Discrete random variables

Section 10.3 Discrete random variables

Probability is concerned with the study of random variables, which are numerical values arising from random experiments. In this section we will study discrete random variables.

Definition 10.3.1.

A random variable\(X\) is a function \(X:\Omega \to \mathbf{R}\) whose inputs are the outcomes in a sample space \(\Omega\) and whose outputs are real numbers.

For example, the card drawn from a deck or the result of a coin flip are not random variables. However, the rank of a card or the number of heads in multiple coin flips are.

When the values of \(X\) are members of a countable set, almost always \(\mathbf{N}\text{,}\) we say that \(X\) is discrete. Since all of our sample spaces are finite and all finite sets are countable, we will always work with discrete random variables.

To each random variable we associate a probability distribution.

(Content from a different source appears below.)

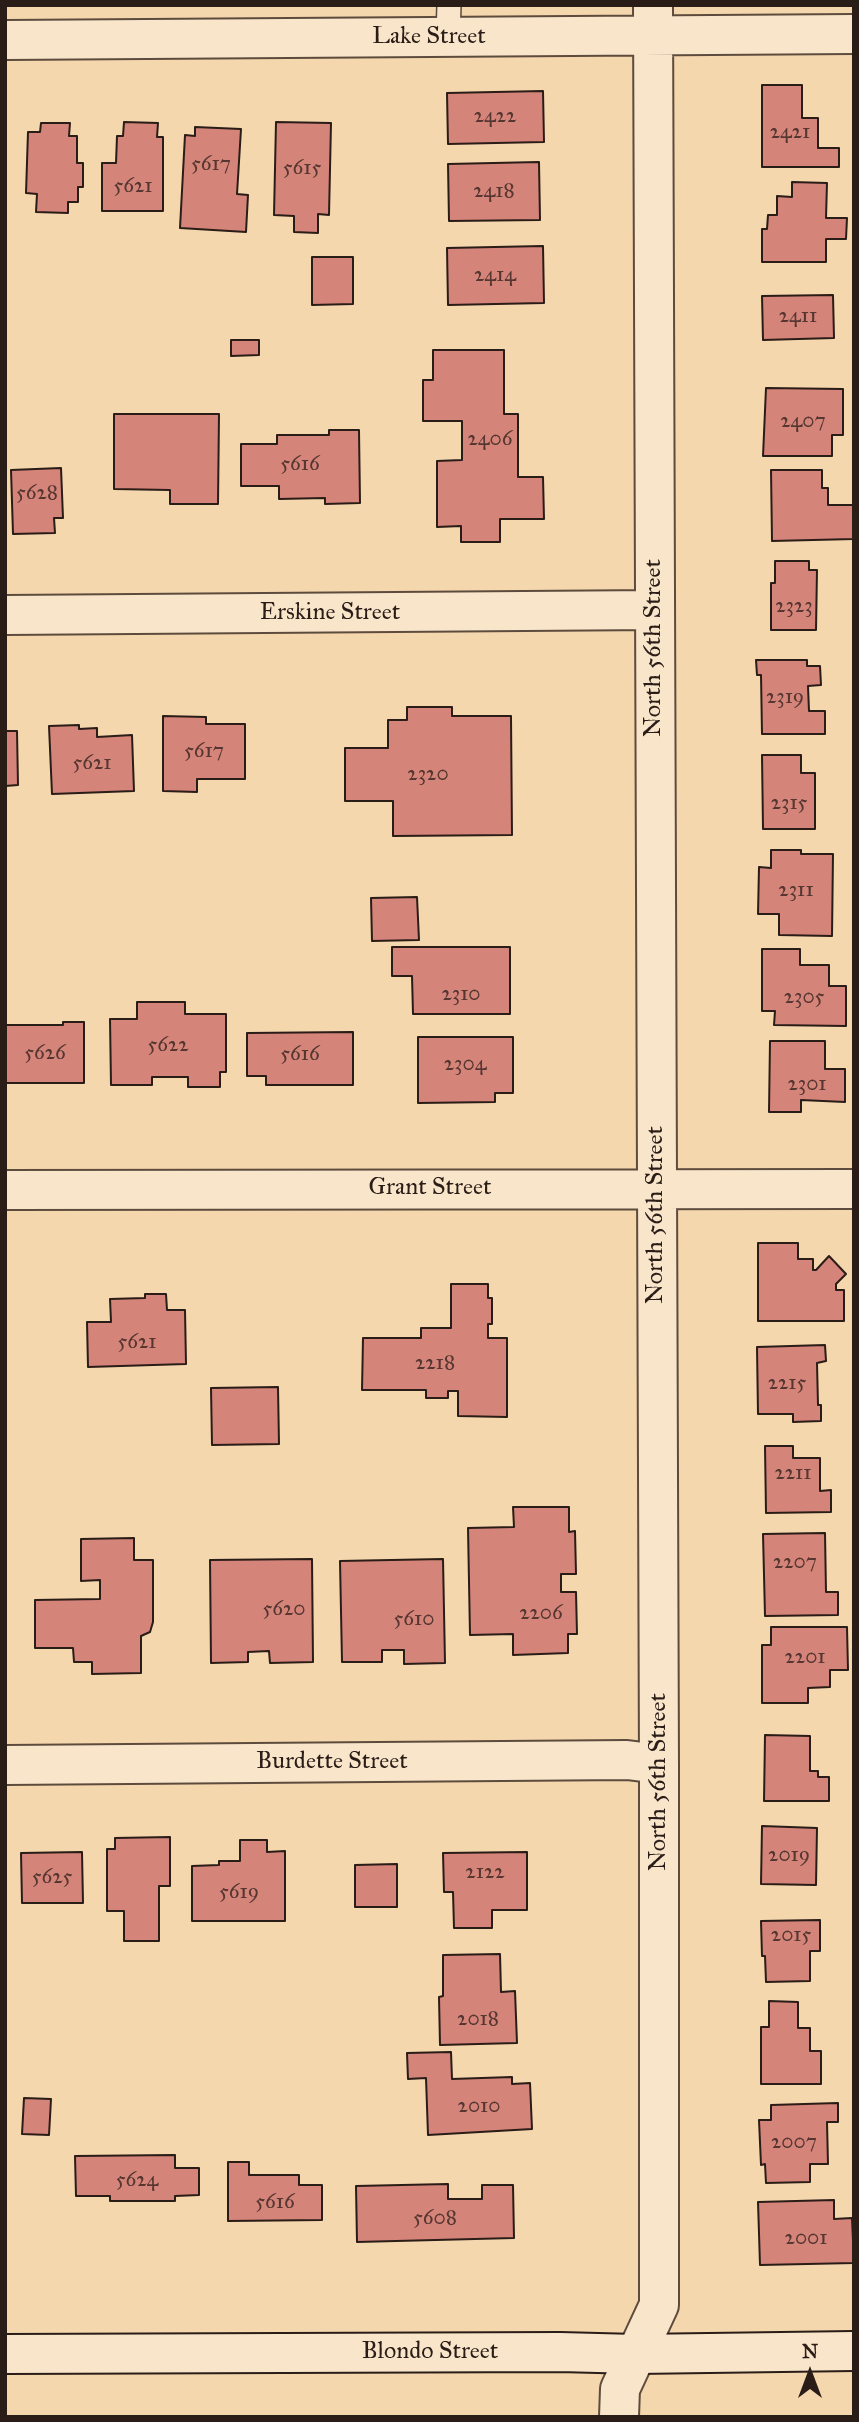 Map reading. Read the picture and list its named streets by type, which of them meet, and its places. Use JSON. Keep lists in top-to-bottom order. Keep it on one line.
{"streets":{"street":["Lake Street","Erskine Street","North 56th Street","Grant Street","Burdette Street","Blondo Street"]},"crossings":[["Lake Street","North 56th Street"],["Erskine Street","North 56th Street"],["North 56th Street","Grant Street"],["North 56th Street","Burdette Street"],["North 56th Street","Blondo Street"]],"house_numbers":["2422","2421","5617","5615","5621","2418","2414","2411","2407","2406","5616","5628","2323","2319","5617","5621","2320","2315","2311","2310","2305","5622","5626","5616","2304","2301","5621","2218","2215","2211","2207","5620","2206","5610","2201","2019","2122","5625","5619","2015","2018","2010","2007","5624","5616","5608","2001"],"north":"top"}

In the case of discrete variables we attach a probability mass function (pmf), a function \(f(x)\) where

\begin{equation*} f(x) = P[X=x]. \end{equation*}

In other words, the pmf \(f(x)\) gives the probability that the random variable \(X\) takes on the value \(x\text{.}\) Capital letters denote random variables, while lowercase letters denote their possible values. Finally, \(P[X=x]\) is the probability of the event that the random variable \(X\) takes the value \(x\text{.}\)

Some examples will clarify this unusual notation.

Example 10.3.2.

A single card is drawn from a deck. Let \(X\) be the rank of the card: remember face cards count as 10, and we'll say aces are high (11). The pmf of \(X\) is given in the table below.

Table 10.3.3.

\(x\)	\(2\)	\(3\)	\(4\)	\(5\)	\(6\)	\(7\)	\(8\)	\(9\)	\(10\)	\(11\)
\(P[X=x]\)	\(1/13\)	\(1/13\)	\(1/13\)	\(1/13\)	\(1/13\)	\(1/13\)	\(1/13\)	\(1/13\)	\(4/13\)	\(1/13\)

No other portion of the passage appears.